Shameless Promotions



Jan Grape
SHAMELESS PROMOTIONS

by Jan Grape

A few years ago, the Sisters In Crime organization published a little booklet titled, "Shameless Promotion For Brazen Hussies."  I don't know if they still have it in their publications. I couldn't fine it listed on their website publications but I'll briefly talk a bit about promotions. This will have to be a short article because I'm dealing with vertigo and don't know how long I can last here. Most of my problem is what I've discovered on google. It does have a name, Benign Paroxysmal Positional Vertigo. It mainly happens for only seconds when I lay down or get up from that position. And it's an inner ear problem.  Okay class, back to promotions.

Some of the information in the booklet will more or less be out of date now, however, there are a few ideas that might help. If you can come up with a clever idea to give to bookstores, book buyers and fans that promotes your book and you have a little money to spend on your book, then by all means do it.
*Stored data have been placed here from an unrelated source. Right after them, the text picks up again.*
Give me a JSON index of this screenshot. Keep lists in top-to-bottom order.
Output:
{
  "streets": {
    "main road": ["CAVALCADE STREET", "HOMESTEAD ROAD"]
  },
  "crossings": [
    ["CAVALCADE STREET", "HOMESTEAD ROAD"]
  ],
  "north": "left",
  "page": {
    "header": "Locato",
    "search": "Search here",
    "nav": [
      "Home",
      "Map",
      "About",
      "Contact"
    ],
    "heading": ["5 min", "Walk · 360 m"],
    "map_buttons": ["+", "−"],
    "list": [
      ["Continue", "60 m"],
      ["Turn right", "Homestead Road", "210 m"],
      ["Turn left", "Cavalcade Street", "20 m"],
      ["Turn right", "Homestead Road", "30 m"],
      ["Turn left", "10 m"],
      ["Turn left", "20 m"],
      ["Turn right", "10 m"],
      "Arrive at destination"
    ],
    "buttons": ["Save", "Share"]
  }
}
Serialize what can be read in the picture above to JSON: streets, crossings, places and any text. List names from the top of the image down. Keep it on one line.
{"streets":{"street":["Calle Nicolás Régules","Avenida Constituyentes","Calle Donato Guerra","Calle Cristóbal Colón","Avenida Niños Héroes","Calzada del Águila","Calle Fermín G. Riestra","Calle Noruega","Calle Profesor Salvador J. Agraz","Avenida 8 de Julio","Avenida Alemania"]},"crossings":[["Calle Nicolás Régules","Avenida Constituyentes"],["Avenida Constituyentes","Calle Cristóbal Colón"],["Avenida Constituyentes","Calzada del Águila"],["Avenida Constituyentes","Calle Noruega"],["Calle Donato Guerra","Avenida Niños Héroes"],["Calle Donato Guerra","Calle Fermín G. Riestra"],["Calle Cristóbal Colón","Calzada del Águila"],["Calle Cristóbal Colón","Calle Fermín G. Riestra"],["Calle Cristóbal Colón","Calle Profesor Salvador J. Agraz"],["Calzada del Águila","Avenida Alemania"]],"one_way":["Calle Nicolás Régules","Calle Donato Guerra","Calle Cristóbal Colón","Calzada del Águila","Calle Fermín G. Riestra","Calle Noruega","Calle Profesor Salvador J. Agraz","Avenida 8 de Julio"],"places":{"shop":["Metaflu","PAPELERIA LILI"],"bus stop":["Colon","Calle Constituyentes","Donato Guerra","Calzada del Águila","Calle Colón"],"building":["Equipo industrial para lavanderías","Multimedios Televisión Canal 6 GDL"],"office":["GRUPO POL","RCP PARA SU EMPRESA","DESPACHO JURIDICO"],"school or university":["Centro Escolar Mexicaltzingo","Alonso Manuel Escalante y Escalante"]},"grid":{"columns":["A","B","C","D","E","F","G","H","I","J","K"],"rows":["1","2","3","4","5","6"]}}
For example: a few years ago, Dean James and I co-edited a book titled DEADLY WOMEN. It had interviews, articles and histories about, written by, for and featuring women mystery authors. For some reason I came up with the idea of a pink record using the known duo of surfer singers Jan and Dean. I mean Dean and I just happened to have the perfect names for that. We had a jar gripper opener made (you know those little rubber thingies that help you grip the lid of a jar to open it.) Any way it was a pink square with black lettering. I found a company that made promotional ideas for companies. The middle of the gripper had what looked like a black 45 rpm (anyone remember those) record. Around the center hole of the record was printed "The best of Jan & Dean. '97" In tiny font on one side of the middle hole of the record was printed Published by Carroll & Graf.  Opposite that was printed Due Date, November '97. At the bottom of the record and underneath the center hole was printed DEADLY WOMEN and under that in smaller font it said, with Ellen Nehr. (Ellen had originally been scheduled to edit with me, but she passed away and we tagged Dr. Dean James, who at that time was a co-manager of Murder By The Book bookstore in Houston, TX. My husband and I owned Mysteries & More bookstore in Austin. Outside the printed black record in one diagonal corner of the gripper was printed "Get A Grip" with the ISBN number of the book. Again the book title, DEADLY WOMEN in a larger font than on the record was on the opposite corner. And underneath that in smaller font, Edited by Dean James and Jan Grape with Ellen Nehr. Across the bottom of the gripper, again in smaller font was printed: The Major Surfers and not "a little ole lady among them." Underneath that still in the small font but in all caps: Mary Higgins Clark, Elizabeth Peters, Margaret Maron, Marcia Muller, Nancy Pickard, Minette Walters, Joan Hess and many more of today's top mystery authors. We ordered 500 I think, because it was cheaper. We mailed them to bookstores, took them to conventions and handed them out handed them out at book signings. I still run into someone who says they still have their jar gripper. I still have mine and would show you a picture of it if I knew how to scan with this computer. I can't even get it to print.  I love to hate technology.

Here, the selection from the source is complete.